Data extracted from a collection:
=======
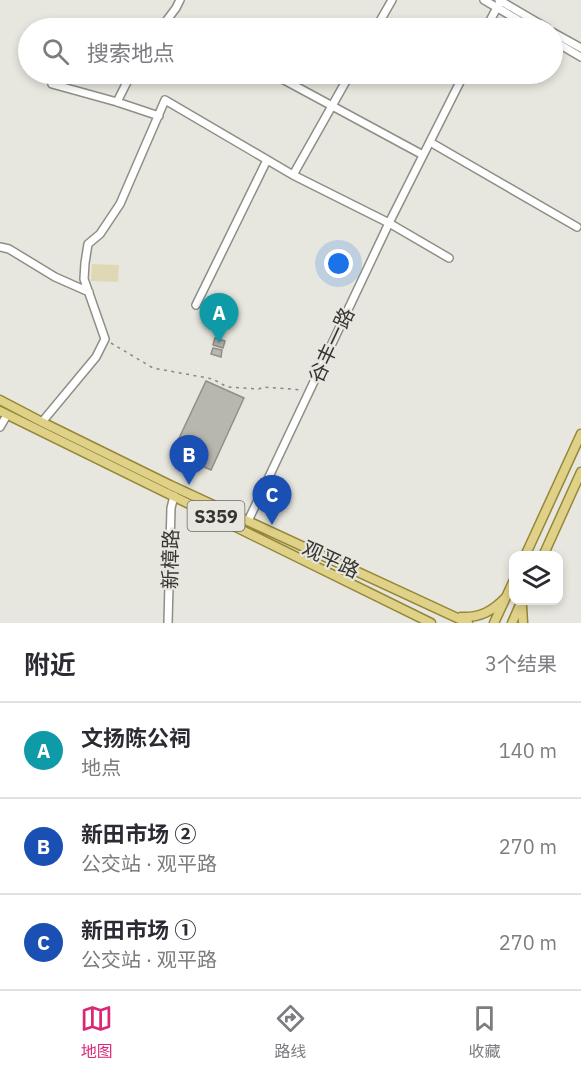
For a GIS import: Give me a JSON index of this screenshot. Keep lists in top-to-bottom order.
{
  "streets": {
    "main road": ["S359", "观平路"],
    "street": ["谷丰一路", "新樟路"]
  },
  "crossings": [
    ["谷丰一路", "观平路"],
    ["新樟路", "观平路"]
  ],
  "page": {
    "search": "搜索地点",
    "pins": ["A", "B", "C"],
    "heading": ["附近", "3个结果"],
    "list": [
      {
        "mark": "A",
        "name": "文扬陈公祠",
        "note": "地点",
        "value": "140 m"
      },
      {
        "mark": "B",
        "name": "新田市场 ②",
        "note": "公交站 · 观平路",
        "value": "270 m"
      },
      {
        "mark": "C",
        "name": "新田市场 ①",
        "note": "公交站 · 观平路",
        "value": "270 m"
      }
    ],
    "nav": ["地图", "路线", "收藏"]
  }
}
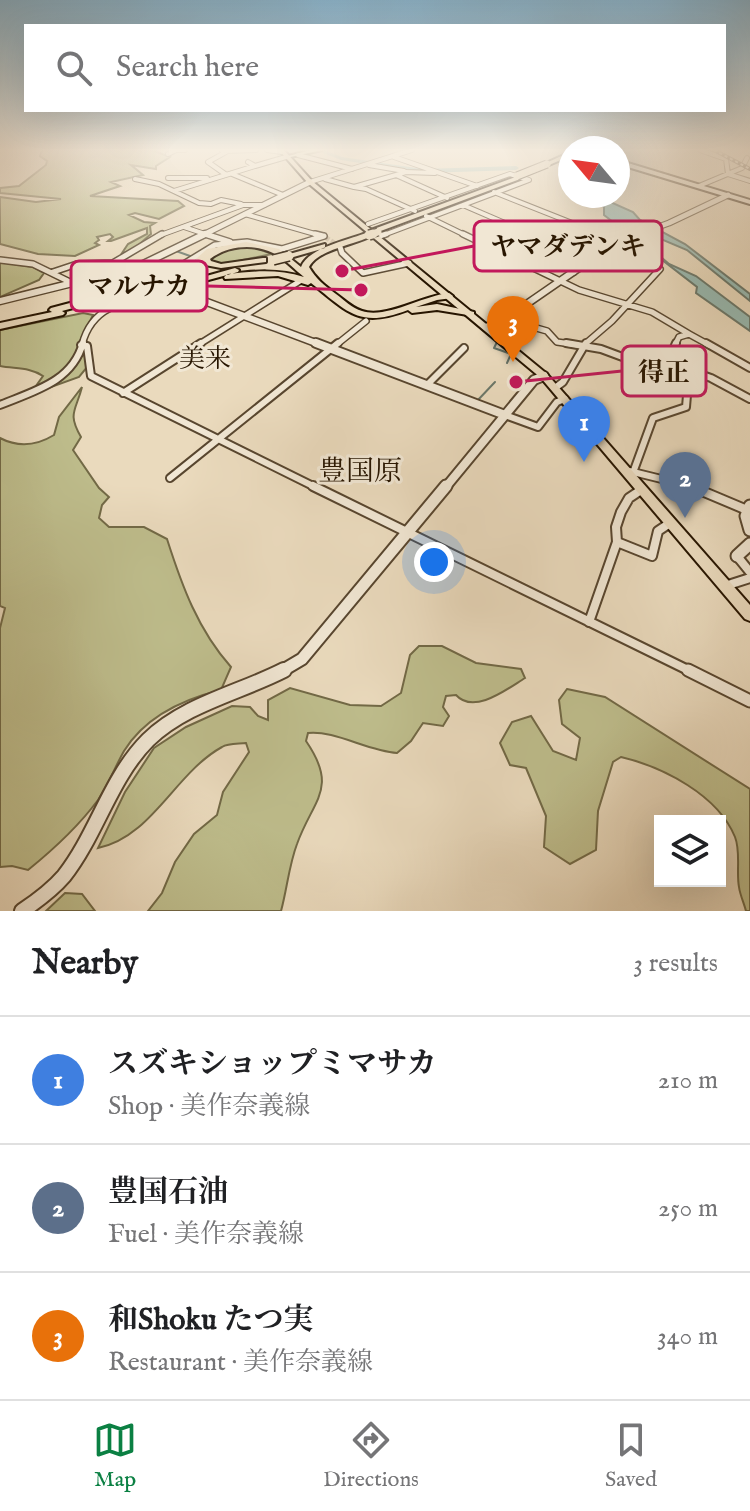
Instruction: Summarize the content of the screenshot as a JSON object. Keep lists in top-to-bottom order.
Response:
=======
• **TASK INSTRUCTIONS**
With the images excluded, reproduce the data above precisely as written.

• **TASK RESULT**
For a GIS import: Give me a JSON index of this screenshot. Keep lists in top-to-bottom order.
{
  "streets": {
    "main road": ["S359", "观平路"],
    "street": ["谷丰一路", "新樟路"]
  },
  "crossings": [
    ["谷丰一路", "观平路"],
    ["新樟路", "观平路"]
  ],
  "page": {
    "search": "搜索地点",
    "pins": ["A", "B", "C"],
    "heading": ["附近", "3个结果"],
    "list": [
      {
        "mark": "A",
        "name": "文扬陈公祠",
        "note": "地点",
        "value": "140 m"
      },
      {
        "mark": "B",
        "name": "新田市场 ②",
        "note": "公交站 · 观平路",
        "value": "270 m"
      },
      {
        "mark": "C",
        "name": "新田市场 ①",
        "note": "公交站 · 观平路",
        "value": "270 m"
      }
    ],
    "nav": ["地图", "路线", "收藏"]
  }
}
Instruction: Summarize the content of the screenshot as a JSON object. Keep lists in top-to-bottom order.
Response:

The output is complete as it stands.